In the 1980s the geneticist William Muir used group selection to get around this problem.  He worked with cages containing twelve hens each, and he simply picked the cages that produced the most eggs in each generation.  Then he bred all of the hens in those cages to produce the next generation.  Within just three generations, aggression levels plummeted.  By the sixth generation, the death rate fell from the horrific baseline of 67 percent to a mere 8 percent.  Total eggs produced per hen jumped from 91 to 237, mostly because the hens started living longer, but also because they laid more eggs per day.  The group-selected hens were more productive than were those subjected to individual-level selection.  They also actually looked like the pictures of chickens you see in children’s books – plump and well-feathered, in contrast to the battered, beaten-up, and partially defeathered hens that resulted from individual-level selection.

​Haidt was making a point about how genetic selection works not only at the individual level but also at the group level in humans and animals .  But, he also mentions another important point.  The animals we have on farms today are specifically selected for the environments in which they live.
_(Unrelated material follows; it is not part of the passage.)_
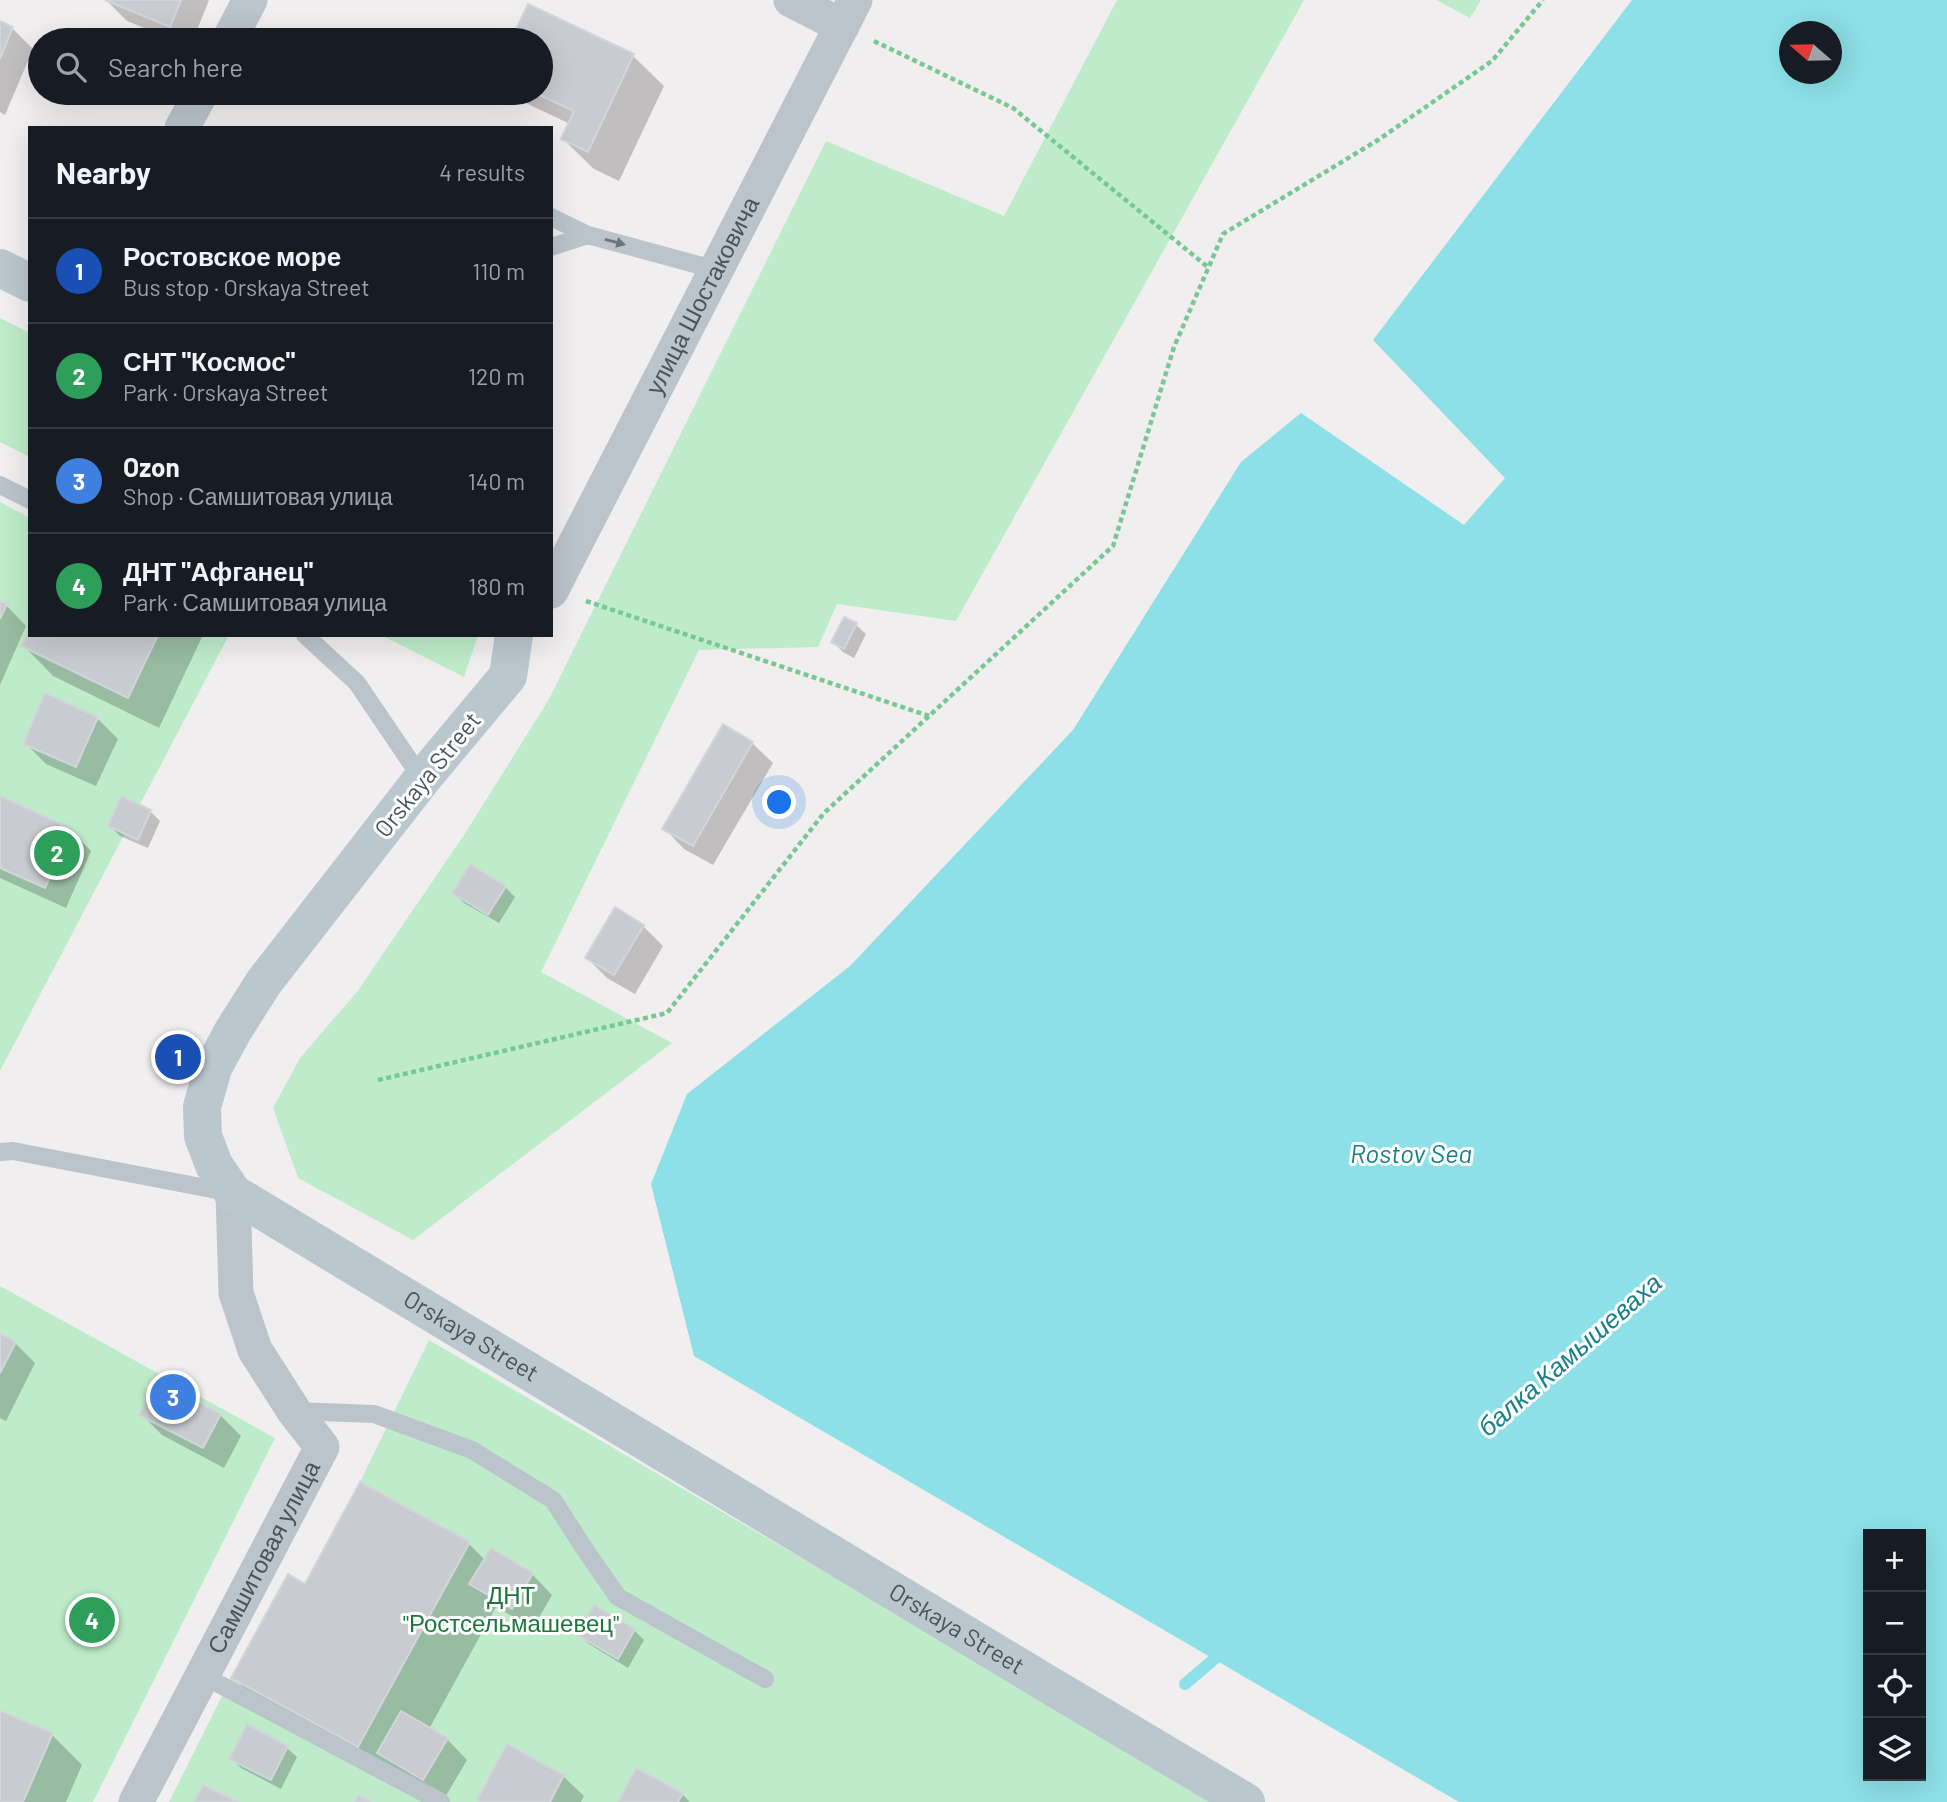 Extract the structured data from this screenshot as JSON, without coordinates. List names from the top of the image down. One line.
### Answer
{"streets":{"main road":["Orskaya Street"],"street":["улица Шостаковича","Самшитовая улица"]},"crossings":[["Orskaya Street","Самшитовая улица"]],"water":["Rostov Sea","балка Камышеваха"],"parks":["ДНТ \"Ростсельмашевец\""],"north":"left","page":{"search":"Search here","heading":["Nearby","4 results"],"list":[{"mark":"1","name":"Ростовское море","note":"Bus stop · Orskaya Street","value":"110 m"},{"mark":"2","name":"СНТ \"Космос\"","note":"Park · Orskaya Street","value":"120 m"},{"mark":"3","name":"Ozon","note":"Shop · Самшитовая улица","value":"140 m"},{"mark":"4","name":"ДНТ \"Афганец\"","note":"Park · Самшитовая улица","value":"180 m"}],"pins":["2","1","3","4"],"map_buttons":["+","−"]}}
I wrote a paragraph exactly on this point for our recent book on animal welfare that ultimately wound up on the cutting room floor.  Here it is resurrected:​

Seeing a picture of a pig living out its life in a small cage can invoke strong emotions, but we must recall that the pig was genetically selected, in part, because it was relatively unbothered by such living conditions. Some people do not mind spending all day lounging on the couch. Others of us cannot sit still. Animals exhibit similar diversity in their need and desire for movement and exercise. An animal that is constantly fidgeting and stressed about living in confined quarters is an animal that will not rapidly gain weight. Because farmers want just the opposite, they have purposefully selected and bred animals that are not terribly troubled about living in a crate.This does not mean that such animals would not prefer a larger pen or to live outdoors, but it does suggest it can be dangerous for humans to transpose their needs and emotions on farm animals, especially those animals that have been purposefully bred for the environments in which they live.

None of these comments necessarily justify gestation crates, but they do at least suggest caution in making decisions based on anthropomorphic thinking.